* **ACTIVITY**
Up to and including the line that holds "display:grid; place-content:center; width:65px;", copy every line of the records below exactly, starting at the first; leave pictures out.

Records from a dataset
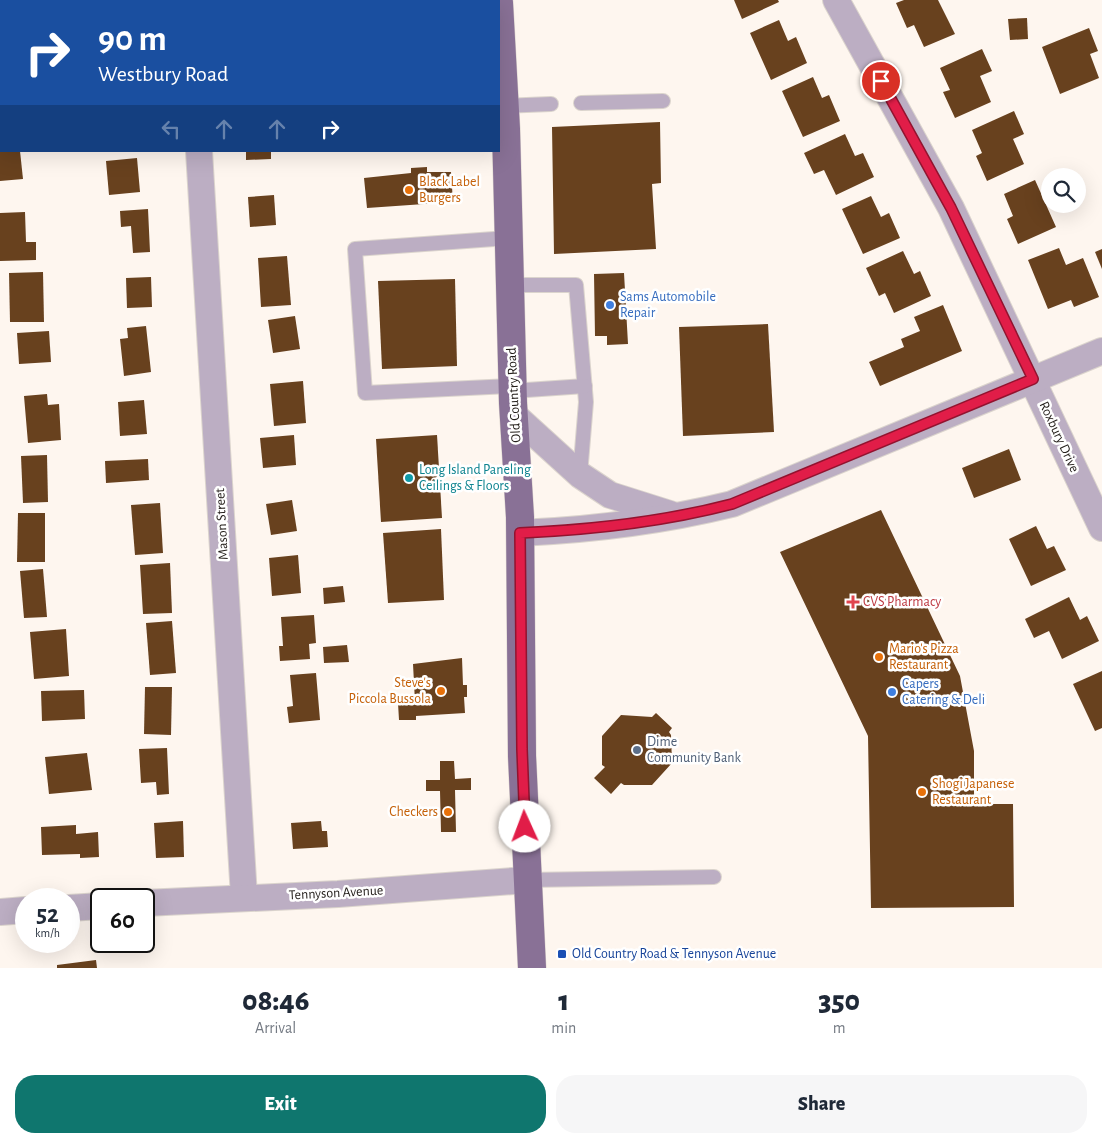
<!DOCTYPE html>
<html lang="en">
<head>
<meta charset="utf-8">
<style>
	body { margin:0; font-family:"Alegreya Sans",sans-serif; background:#f6f6f7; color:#1f2937; height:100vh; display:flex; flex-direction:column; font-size:19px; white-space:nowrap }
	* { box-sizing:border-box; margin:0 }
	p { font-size:16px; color:#747a83 }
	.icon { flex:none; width:28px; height:28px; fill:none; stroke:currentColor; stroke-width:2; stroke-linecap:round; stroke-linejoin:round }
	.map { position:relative; height:968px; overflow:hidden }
	.sheet { display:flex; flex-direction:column; background:#fff; flex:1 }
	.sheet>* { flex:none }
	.top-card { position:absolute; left:0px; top:0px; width:500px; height:152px; box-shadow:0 5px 20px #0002; background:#1a4fa0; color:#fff; overflow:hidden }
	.fabs { position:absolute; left:1041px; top:168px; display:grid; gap:10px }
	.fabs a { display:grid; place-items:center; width:45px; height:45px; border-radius:50%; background:#fff; box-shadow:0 5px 20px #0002; font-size:25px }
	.speed { position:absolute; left:15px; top:888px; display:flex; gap:10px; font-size:25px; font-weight:700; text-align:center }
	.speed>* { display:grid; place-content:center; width:65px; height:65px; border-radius:50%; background:#fff; box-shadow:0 5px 20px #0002; line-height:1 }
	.speed small { font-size:12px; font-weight:400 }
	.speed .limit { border:2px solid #111; border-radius:8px; background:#fff; color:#111 }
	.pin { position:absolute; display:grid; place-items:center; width:42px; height:42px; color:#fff; margin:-21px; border:2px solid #fff; border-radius:50%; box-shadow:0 1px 5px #0007 }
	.me { position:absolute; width:55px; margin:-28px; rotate:358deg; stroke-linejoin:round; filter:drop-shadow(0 0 4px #0008) }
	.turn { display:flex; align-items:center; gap:18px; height:105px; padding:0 15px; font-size:22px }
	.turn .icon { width:65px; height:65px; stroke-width:2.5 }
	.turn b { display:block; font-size:35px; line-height:42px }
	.lanes { display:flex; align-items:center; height:48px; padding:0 15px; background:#0003; justify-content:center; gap:25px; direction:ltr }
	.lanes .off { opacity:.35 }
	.eta { display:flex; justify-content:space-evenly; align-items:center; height:85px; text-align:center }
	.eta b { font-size:30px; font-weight:800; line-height:35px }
	.primary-button { display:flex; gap:10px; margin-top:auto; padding:10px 15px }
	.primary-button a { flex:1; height:58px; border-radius:20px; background:#0f766e; color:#fff; font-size:20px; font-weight:800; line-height:58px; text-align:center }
	.primary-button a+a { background:#f6f6f7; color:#1f2937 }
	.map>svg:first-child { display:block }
</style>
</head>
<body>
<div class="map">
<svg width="1102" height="968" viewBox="0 0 1102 968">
	<rect width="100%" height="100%" fill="#fef6ef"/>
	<!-- building -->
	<g fill="#68411e">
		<path d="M734,0H778L779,2L742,19Z"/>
		<path d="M904,0H938L955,34L924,47L914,25L907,28L896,3Z"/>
		<path d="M1027,18L1028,39L1010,40L1008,19Z"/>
		<path d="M779,20L788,41L796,37L807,63L771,80L750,33Z"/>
		<path d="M1089,28L1098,51L1090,54L1099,78L1060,94L1042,47Z"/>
		<path d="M982,49L992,71L980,76L991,102L955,118L943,92L950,90L940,68Z"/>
		<path d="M813,77L822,98L829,95L840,121L803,137L782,91Z"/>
		<path d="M1014,111L1024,134L1013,139L1024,164L987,181L976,156L982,153L972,130Z"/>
		<path d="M660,122L661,183L652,184L656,249L554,254L552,127Z"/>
		<path d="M845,134L855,156L863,153L874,177L836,195L824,170L814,174L804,153Z"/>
		<path d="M0,151H20L23,179L0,181Z"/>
		<path d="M246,151H271V159L246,160Z"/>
		<path d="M137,158L140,192L109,195L106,161Z"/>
		<path d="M427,167V172H451L453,202L367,208L364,178L411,173V168Z"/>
		<path d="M1035,180L1056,227L1018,244L1007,219L1013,216L1004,194Z"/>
		<path d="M274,195L276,225L250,227L248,197Z"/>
		<path d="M871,196L881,217L889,213L900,238L863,254L842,209Z"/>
		<path d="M148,209L150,252L133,253L131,226L121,227L120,211Z"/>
		<path d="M25,212L26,242H36V260L0,261V213Z"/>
		<path d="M1059,248L1066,265L1083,258L1099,297L1074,307L1071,300L1048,309L1028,260Z"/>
		<path d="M1102,249V269L1095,252Z"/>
		<path d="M903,251L914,274L920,271L931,296L894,313L885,293L879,296L866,268Z"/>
		<path d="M287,256L291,305L261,307L258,258Z"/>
		<path d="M43,272L44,322H10L9,273Z"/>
		<path d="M624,273L628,344L607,345V336H595L594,274Z"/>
		<path d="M151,277L152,307L127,308L126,278Z"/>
		<path d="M455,279L457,366L382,369L378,281Z"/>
		<path d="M943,305L962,351L880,386L869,362L904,347L901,339L920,331L914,317Z"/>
		<path d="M295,316L300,349L273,353L268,320Z"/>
		<path d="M768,324L774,432L683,436L679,327Z"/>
		<path d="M146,326L151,372L124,376L120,339L128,338L127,328Z"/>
		<path d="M49,331L51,362L19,364L17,333Z"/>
		<path d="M303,381L306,423L274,426L270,384Z"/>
		<path d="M47,394L48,405L59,404L61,440L28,443L24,396Z"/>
		<path d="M144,400L147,434L120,436L118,402Z"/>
		<path d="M294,435L296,465L263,468L260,438Z"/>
		<path d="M437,435L442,518L381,522L376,439Z"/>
		<path d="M1009,449L1021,480L974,498L962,468Z"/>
		<path d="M47,455L48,502L23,503L21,456Z"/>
		<path d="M148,459L149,480L106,483L105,461Z"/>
		<path d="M292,500L297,531L271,535L266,504Z"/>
		<path d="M160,503L163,553L135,555L131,505Z"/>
		<path d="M881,510L960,676L974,751V804H1013L1014,907L871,908L868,736L780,552Z"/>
		<path d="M18,513H45V562H17Z"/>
		<path d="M1036,526L1047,549L1054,546L1066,570L1031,586L1009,539Z"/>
		<path d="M441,529L444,600L388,603L383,533Z"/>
		<path d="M298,555L301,593L272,596L269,558Z"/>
		<path d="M170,563L172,613L143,614L140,565Z"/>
		<path d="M43,569L47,617L24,618L20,571Z"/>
		<path d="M343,586L345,602L324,604L323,588Z"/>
		<path d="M1069,597L1080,620L1087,616L1099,641L1062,659L1049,631L1034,638L1025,619Z"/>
		<path d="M314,615L316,643L309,644L310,659L280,661L279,646H283L281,617Z"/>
		<path d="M172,621L176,673L150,675L146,623Z"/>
		<path d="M66,629L69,676L34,679L30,632Z"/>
		<path d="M347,645L349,662L324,663L323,647Z"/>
		<path d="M462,658L463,685H467V697H464L465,713L416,716V720H399L398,703L415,702L413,664Z"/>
		<path d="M1102,671V728L1095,731L1073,684Z"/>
		<path d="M316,673L320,720L289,723L287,707L293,706L290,675Z"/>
		<path d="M145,687H172L171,735L144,734Z"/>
		<path d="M84,690L85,719L42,721L41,691Z"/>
		<path d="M656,713L672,728L669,732L671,735L672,763L652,785H624L621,783L611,794L594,778L605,767L602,765V736L621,715L652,717Z"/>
		<path d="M167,748L169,794L157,795L156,782L141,783L139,749Z"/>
		<path d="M87,753L92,790L49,794L45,757Z"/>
		<path d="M440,761H454L455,779L471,778V790H455L456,832H441L440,791H426V780H440Z"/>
		<path d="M183,821L184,857L156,858L154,823Z"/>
		<path d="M321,821L322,831H327L328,847L293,849L291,823Z"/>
		<path d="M76,825V834L98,832L99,857L80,858V854L42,855L41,827Z"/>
		<path d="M96,960L97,968H57V965Z"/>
	</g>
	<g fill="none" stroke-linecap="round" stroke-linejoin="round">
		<!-- service casing -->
		<g stroke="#dbd4cd" stroke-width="16">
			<g id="service">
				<path d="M581,103L663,101"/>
				<path d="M504,106L551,104"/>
				<path d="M508,238L355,249L365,393L512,386"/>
				<path d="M509,285H576L586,402L580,475"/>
				<path d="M512,391L585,386"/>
				<path d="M527,880L714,877"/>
			</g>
		</g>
		<!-- minor casing -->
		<g stroke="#dbd4cd" stroke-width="28">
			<g id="minor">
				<path d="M836,0L951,208L1102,528"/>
				<path d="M94,1L115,0"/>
				<path d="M0,7H1"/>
				<path d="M199,151L244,897"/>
				<path d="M514,415L580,475L610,495L670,514"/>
				<path d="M520,533C591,530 663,521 732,504L1102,351"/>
				<path d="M144,903L338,894L527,880"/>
				<path d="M69,908L101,906"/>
				<path d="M0,912L26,910"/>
			</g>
		</g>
		<!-- primary casing -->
		<g stroke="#dbd4cd" stroke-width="29">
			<path id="primary" d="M499,3L506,129L513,403L520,517L522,756L532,968"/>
		</g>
		<!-- service -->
		<use href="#service" stroke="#bcaec3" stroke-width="14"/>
		<!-- minor -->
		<use href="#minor" stroke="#bcaec3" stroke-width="26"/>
		<!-- primary -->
		<use href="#primary" stroke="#897196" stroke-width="28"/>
	</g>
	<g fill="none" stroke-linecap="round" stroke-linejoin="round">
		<!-- route casing -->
		<g stroke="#92132f" stroke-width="12">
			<path id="route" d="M525,827L522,749L520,533C591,530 663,522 732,504L1033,379L951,208L881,81"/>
		</g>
		<!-- route -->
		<use href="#route" stroke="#e11d48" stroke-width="9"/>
	</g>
	<!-- markers -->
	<g fill="#e8710a" stroke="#fff" stroke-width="2">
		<circle cx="409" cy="190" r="5"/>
		<circle cx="879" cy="657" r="5"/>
		<circle cx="441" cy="691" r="5"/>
		<circle cx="922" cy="792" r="5"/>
		<circle cx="448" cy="812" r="5"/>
	</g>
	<g fill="#3f7fe0" stroke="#fff" stroke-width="2">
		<circle cx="610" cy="305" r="5"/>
		<circle cx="892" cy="692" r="5"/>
	</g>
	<circle fill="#0f9aa8" stroke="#fff" stroke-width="2" cx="409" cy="478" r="5"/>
	<path fill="#e0444e" stroke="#fff" stroke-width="2" d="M850.5 594.5h5v5h5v5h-5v5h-5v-5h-5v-5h5z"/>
	<circle fill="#5c6f8a" stroke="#fff" stroke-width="2" cx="637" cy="750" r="5"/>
	<rect fill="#1a4fb4" stroke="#fff" stroke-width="2" x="557" y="949" width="10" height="10" rx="2.5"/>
	<g text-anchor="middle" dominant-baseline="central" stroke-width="5" stroke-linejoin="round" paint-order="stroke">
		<!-- food labels -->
		<g font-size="14" fill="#c56008" stroke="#fff" text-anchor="start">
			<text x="419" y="182">Black Label<tspan x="419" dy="16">Burgers</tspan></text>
			<text x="889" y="649">Mario's Pizza<tspan x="889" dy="16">Restaurant</tspan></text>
			<text x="431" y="683" text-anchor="end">Steve's<tspan x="431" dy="16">Piccola Bussola</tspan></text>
			<text x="932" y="784">Shogi Japanese<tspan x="932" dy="16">Restaurant</tspan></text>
			<text x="438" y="812" text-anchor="end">Checkers</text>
		</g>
		<!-- shop labels -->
		<g font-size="14" fill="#366cbe" stroke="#fff" text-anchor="start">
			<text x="620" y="297">Sams Automobile<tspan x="620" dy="16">Repair</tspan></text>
			<text x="902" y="684">Capers<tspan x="902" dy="16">Catering &amp; Deli</tspan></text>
		</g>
		<!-- street labels -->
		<g font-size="14" fill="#25201c" stroke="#fff">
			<text transform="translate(514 395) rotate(-93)">Old Country Road</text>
			<text transform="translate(1059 437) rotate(65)">Roxbury Drive</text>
			<text transform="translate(222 524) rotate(-93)">Mason Street</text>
			<text transform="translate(336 893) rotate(-3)">Tennyson Avenue</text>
		</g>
		<!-- culture labels -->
		<g font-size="14" fill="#0d838f" stroke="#fff" text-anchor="start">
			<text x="419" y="470">Long Island Paneling<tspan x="419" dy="16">Ceilings &amp; Floors</tspan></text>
		</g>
		<!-- health labels -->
		<g font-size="14" fill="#be3a42" stroke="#fff" text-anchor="start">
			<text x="863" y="602">CVS Pharmacy</text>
		</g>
		<!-- service labels -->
		<g font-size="14" fill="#4e5e75" stroke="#fff" text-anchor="start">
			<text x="647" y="742">Dime<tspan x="647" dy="16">Community Bank</tspan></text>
		</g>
		<!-- transit labels -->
		<g font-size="14" fill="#164399" stroke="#fff" text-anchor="start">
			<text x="572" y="954">Old Country Road &amp; Tennyson Avenue</text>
		</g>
	</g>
</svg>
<div class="fabs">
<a><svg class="icon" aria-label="search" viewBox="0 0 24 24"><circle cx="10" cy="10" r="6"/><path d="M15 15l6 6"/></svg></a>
</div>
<div class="speed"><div>52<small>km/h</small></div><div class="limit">60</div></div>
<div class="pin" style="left:881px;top:81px;background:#d93025"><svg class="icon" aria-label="arrive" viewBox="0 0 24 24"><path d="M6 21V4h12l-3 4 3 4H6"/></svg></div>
<svg class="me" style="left:525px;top:827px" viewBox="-20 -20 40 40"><circle r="19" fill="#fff"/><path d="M0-13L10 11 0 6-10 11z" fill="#e11d48"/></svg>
<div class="top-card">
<div class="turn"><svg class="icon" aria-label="right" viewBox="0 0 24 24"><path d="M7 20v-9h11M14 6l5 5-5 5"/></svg><div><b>90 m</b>Westbury Road</div></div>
<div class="lanes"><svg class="icon off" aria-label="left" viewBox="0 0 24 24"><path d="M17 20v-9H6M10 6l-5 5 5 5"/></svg><svg class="icon off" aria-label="ahead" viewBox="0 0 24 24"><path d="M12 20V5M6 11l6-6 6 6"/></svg><svg class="icon off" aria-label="ahead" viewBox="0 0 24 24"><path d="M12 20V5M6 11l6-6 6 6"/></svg><svg class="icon" aria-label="right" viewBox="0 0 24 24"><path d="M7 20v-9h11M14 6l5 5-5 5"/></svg></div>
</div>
</div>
<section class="sheet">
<div class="eta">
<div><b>08:46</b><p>Arrival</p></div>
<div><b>1</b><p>min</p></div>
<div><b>350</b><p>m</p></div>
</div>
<div class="primary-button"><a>Exit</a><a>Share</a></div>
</section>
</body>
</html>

* **SOLUTION FOR THIS TASK**
<!DOCTYPE html>
<html lang="en">
<head>
<meta charset="utf-8">
<style>
	body { margin:0; font-family:"Alegreya Sans",sans-serif; background:#f6f6f7; color:#1f2937; height:100vh; display:flex; flex-direction:column; font-size:19px; white-space:nowrap }
	* { box-sizing:border-box; margin:0 }
	p { font-size:16px; color:#747a83 }
	.icon { flex:none; width:28px; height:28px; fill:none; stroke:currentColor; stroke-width:2; stroke-linecap:round; stroke-linejoin:round }
	.map { position:relative; height:968px; overflow:hidden }
	.sheet { display:flex; flex-direction:column; background:#fff; flex:1 }
	.sheet>* { flex:none }
	.top-card { position:absolute; left:0px; top:0px; width:500px; height:152px; box-shadow:0 5px 20px #0002; background:#1a4fa0; color:#fff; overflow:hidden }
	.fabs { position:absolute; left:1041px; top:168px; display:grid; gap:10px }
	.fabs a { display:grid; place-items:center; width:45px; height:45px; border-radius:50%; background:#fff; box-shadow:0 5px 20px #0002; font-size:25px }
	.speed { position:absolute; left:15px; top:888px; display:flex; gap:10px; font-size:25px; font-weight:700; text-align:center }
	.speed>* { display:grid; place-content:center; width:65px; height:65px; border-radius:50%; background:#fff; box-shadow:0 5px 20px #0002; line-height:1 }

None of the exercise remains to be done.